> **Instructions to follow**
Look through the data below and work out how many lines hold "Building"; state only the number.

> **Data**
• • • •
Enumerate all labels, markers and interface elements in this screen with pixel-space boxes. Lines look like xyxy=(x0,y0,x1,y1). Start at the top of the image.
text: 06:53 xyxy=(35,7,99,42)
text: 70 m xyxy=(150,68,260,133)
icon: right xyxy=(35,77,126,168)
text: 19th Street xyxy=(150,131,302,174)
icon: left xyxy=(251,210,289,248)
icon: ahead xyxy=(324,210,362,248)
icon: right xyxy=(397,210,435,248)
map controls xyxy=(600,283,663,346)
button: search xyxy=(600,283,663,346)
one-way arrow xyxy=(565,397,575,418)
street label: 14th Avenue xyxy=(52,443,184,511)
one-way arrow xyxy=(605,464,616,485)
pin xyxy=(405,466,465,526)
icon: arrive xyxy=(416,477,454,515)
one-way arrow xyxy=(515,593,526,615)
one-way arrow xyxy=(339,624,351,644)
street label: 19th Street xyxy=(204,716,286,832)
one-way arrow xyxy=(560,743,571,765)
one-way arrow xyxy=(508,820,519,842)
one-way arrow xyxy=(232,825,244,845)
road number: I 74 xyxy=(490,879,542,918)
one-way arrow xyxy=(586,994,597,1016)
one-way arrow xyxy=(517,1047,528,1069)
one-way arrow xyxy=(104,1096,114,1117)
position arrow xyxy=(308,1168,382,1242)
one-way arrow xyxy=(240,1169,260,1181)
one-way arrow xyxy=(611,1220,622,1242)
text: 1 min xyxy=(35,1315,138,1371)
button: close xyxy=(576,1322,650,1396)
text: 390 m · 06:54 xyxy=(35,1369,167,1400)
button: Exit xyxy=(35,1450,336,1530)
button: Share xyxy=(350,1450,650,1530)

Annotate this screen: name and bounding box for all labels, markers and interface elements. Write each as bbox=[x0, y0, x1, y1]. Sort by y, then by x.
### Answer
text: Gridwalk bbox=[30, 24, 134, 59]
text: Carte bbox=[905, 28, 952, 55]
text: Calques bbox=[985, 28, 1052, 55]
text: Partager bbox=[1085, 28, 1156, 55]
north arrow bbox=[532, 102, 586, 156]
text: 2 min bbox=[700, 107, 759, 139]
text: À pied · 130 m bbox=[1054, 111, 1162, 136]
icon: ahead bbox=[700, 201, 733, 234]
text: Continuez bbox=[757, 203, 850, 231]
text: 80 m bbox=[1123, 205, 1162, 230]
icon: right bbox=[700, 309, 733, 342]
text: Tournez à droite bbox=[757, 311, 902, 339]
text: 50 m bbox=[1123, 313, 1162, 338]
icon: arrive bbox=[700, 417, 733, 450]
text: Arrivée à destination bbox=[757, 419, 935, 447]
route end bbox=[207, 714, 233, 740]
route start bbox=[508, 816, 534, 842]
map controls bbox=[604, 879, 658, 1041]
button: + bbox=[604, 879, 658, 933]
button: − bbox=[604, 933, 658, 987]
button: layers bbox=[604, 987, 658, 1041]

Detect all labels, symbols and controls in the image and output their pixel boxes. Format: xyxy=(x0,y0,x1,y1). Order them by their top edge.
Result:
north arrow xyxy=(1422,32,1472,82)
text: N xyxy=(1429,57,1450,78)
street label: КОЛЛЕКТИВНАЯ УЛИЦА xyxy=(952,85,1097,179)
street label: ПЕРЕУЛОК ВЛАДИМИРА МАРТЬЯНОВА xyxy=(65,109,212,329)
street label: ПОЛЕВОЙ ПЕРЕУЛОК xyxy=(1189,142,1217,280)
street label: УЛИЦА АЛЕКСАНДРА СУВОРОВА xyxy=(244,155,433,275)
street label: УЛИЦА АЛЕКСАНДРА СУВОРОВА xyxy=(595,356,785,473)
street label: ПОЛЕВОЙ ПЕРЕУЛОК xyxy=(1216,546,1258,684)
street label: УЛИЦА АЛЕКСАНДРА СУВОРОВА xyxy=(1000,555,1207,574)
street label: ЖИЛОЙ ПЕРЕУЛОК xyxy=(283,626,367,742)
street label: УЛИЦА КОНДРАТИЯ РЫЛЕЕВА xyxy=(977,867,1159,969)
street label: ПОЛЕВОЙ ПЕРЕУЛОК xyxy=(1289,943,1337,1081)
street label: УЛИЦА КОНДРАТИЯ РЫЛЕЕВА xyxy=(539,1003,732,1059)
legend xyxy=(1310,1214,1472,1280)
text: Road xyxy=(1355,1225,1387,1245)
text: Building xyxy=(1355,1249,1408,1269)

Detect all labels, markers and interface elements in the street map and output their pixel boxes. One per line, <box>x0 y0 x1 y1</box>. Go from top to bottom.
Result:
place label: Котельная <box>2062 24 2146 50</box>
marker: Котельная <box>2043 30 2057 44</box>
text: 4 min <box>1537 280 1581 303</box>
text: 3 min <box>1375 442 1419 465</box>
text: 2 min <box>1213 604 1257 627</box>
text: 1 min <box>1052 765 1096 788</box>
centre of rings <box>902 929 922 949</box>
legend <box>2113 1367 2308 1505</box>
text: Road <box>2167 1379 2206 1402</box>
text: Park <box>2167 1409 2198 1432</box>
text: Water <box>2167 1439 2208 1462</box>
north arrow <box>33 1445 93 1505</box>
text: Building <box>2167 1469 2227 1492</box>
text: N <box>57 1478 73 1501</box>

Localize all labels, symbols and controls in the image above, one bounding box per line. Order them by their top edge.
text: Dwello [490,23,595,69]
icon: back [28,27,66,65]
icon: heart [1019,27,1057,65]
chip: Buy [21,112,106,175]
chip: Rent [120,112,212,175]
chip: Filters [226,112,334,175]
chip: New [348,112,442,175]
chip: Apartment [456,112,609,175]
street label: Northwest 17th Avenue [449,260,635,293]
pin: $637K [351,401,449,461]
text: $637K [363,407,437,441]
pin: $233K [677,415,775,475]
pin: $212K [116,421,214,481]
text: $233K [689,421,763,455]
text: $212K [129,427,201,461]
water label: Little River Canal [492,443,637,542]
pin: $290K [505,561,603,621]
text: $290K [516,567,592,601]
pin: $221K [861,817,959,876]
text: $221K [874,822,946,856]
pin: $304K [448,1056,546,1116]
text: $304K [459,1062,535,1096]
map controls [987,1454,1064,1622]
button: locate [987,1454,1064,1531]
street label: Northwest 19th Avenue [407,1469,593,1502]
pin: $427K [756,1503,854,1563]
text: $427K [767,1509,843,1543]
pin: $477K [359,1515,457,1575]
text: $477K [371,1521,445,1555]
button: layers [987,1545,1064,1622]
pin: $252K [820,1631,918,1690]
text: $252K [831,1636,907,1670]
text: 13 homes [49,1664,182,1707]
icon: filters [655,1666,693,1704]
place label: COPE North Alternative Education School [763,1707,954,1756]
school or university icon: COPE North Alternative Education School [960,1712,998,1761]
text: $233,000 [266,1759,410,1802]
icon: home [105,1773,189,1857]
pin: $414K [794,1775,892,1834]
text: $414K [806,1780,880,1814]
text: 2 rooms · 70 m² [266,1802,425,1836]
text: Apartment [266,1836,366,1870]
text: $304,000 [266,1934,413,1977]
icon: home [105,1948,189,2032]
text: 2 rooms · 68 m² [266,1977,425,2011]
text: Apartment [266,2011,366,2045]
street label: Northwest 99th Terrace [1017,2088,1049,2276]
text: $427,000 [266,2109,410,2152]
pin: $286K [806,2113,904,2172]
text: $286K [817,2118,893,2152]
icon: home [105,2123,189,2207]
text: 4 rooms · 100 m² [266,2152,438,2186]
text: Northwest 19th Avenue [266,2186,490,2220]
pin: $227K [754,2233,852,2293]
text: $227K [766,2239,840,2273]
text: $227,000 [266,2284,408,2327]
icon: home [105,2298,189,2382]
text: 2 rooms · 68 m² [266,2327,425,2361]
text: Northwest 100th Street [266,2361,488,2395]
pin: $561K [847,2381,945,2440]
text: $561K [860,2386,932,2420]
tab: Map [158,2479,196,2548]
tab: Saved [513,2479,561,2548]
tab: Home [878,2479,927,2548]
• • • •
> **Result for this exercise**
2